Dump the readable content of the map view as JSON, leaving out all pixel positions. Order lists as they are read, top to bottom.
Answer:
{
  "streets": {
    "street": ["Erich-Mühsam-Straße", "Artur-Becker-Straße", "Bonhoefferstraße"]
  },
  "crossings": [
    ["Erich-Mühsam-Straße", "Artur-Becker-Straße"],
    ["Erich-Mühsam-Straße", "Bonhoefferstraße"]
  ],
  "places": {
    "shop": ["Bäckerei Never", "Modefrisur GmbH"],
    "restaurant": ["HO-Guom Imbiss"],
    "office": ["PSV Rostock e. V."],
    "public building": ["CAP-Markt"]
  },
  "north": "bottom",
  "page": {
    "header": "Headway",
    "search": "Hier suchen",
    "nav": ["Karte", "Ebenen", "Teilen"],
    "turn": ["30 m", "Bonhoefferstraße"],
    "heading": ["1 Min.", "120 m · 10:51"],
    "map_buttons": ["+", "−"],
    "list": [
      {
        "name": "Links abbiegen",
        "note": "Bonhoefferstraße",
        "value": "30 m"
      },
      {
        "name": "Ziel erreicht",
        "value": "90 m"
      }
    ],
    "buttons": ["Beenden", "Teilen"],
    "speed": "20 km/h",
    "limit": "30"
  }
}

...

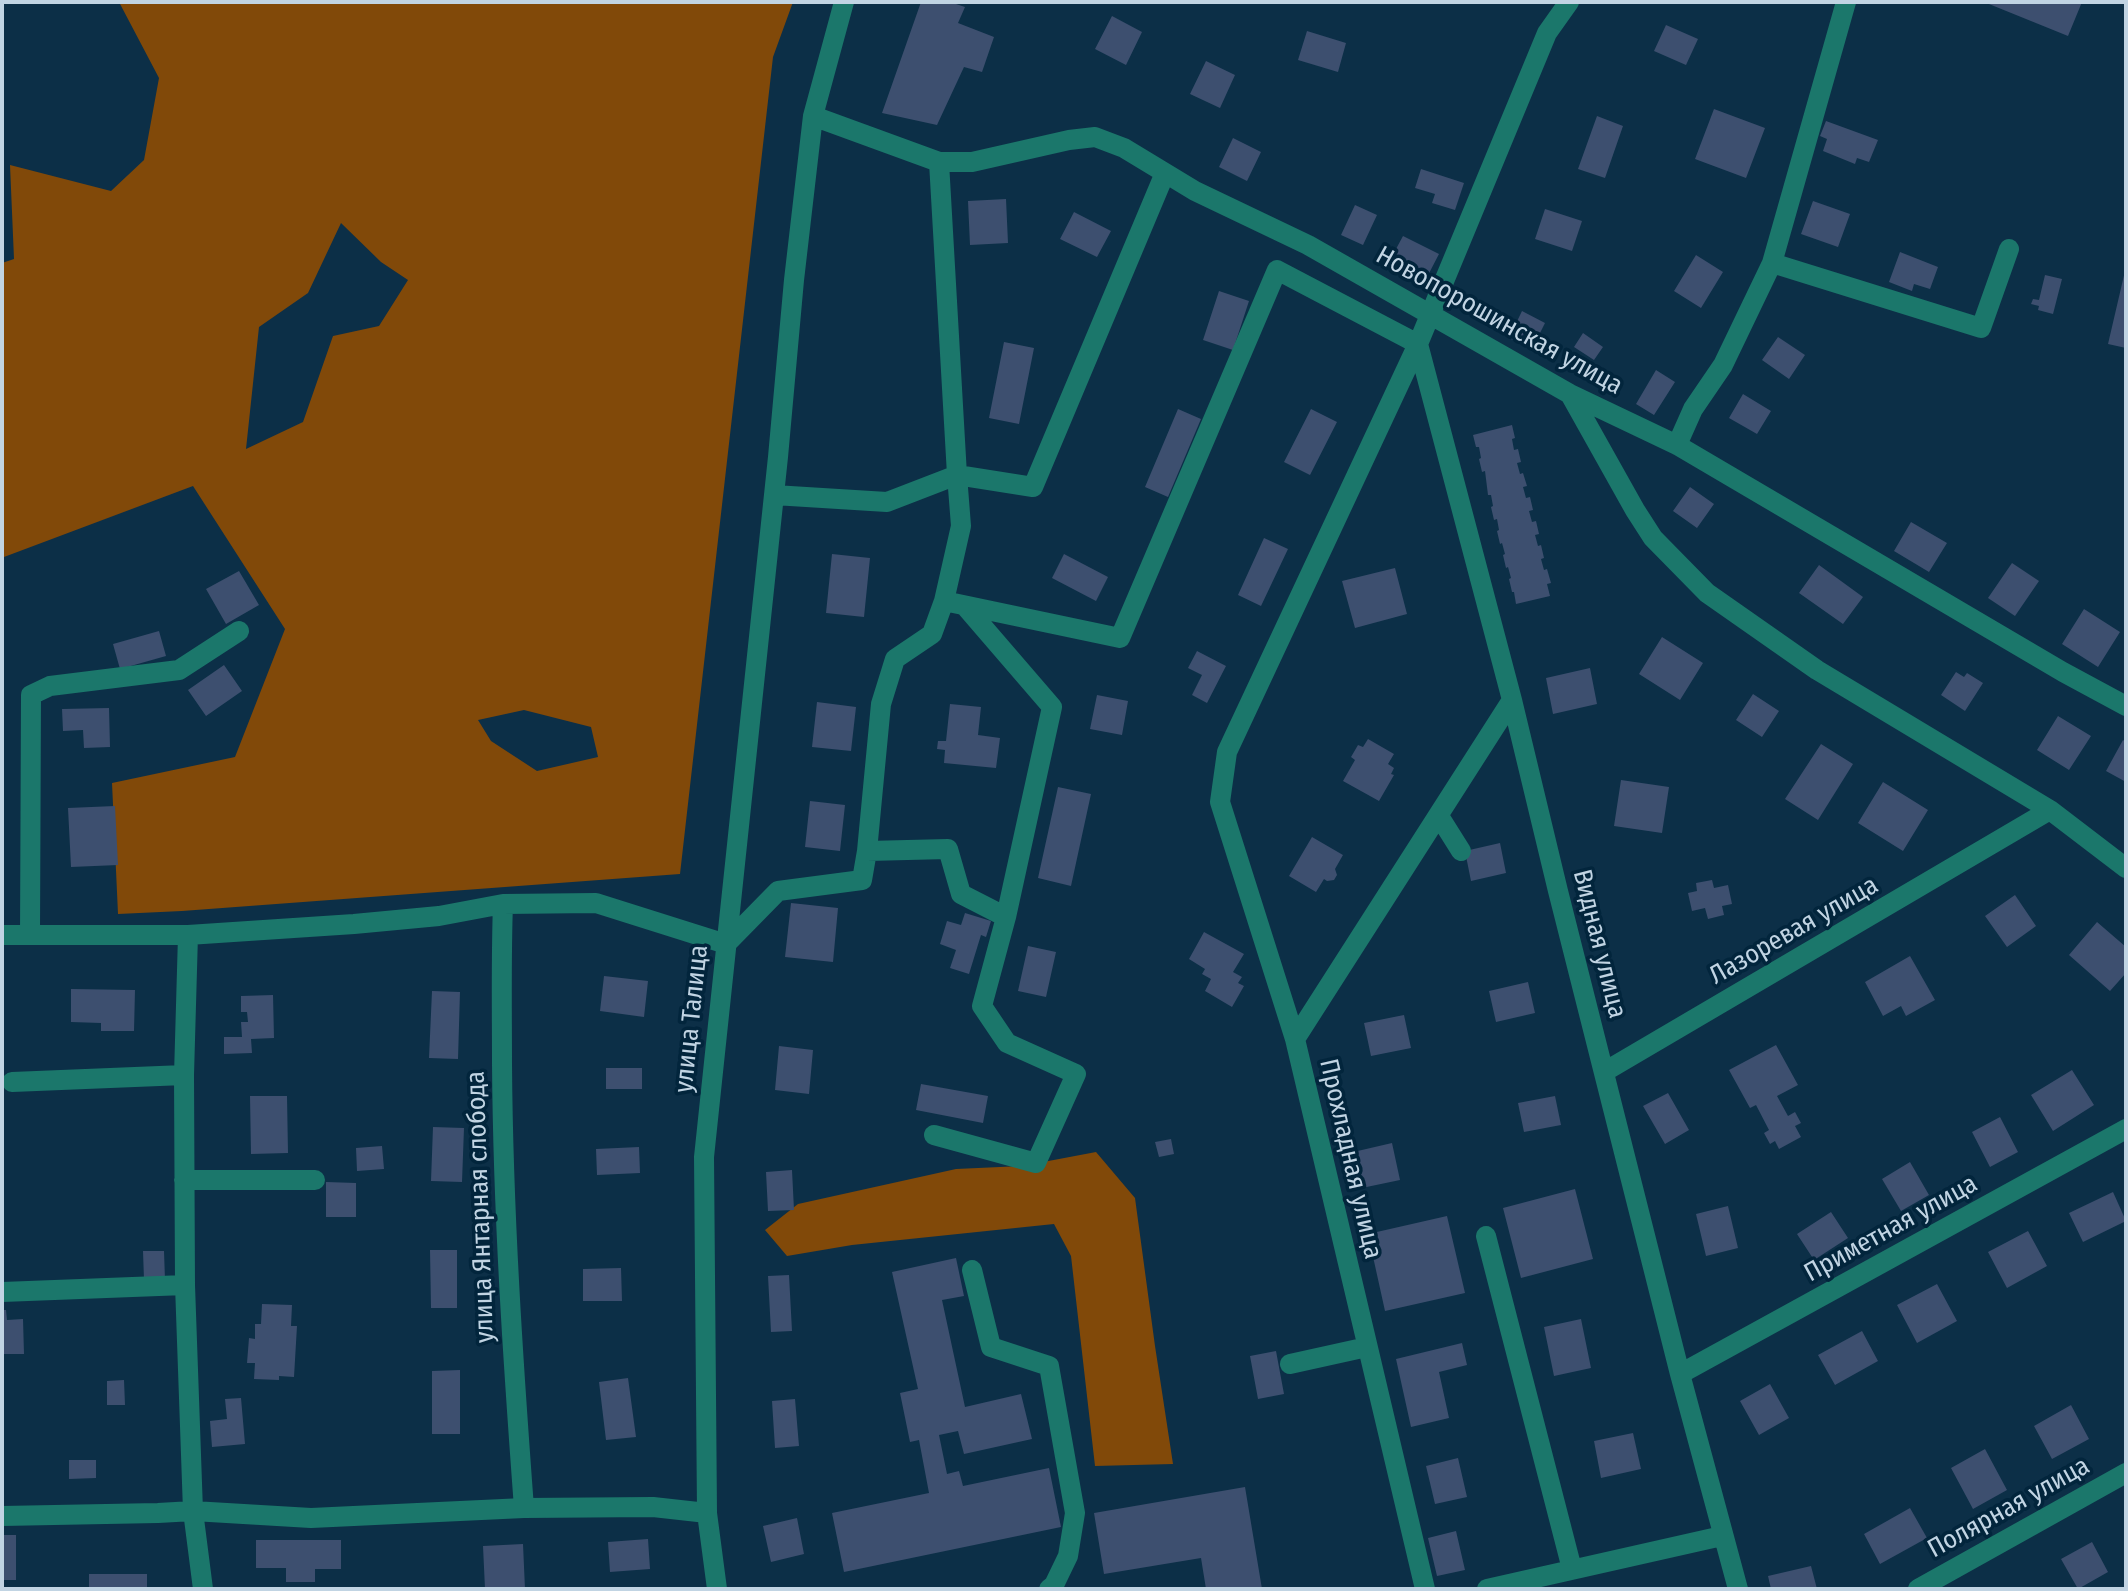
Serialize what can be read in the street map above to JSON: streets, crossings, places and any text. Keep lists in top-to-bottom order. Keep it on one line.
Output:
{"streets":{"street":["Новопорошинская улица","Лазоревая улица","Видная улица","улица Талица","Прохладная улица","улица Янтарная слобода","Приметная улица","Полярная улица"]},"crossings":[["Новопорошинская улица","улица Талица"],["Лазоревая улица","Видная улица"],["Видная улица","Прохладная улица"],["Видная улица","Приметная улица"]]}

* * *

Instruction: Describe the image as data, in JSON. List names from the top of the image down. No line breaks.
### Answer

#### Exercise details:
Once you have counted every line in the listing that holds the string "read", give that number and nothing else.

#### Answer to this task:
2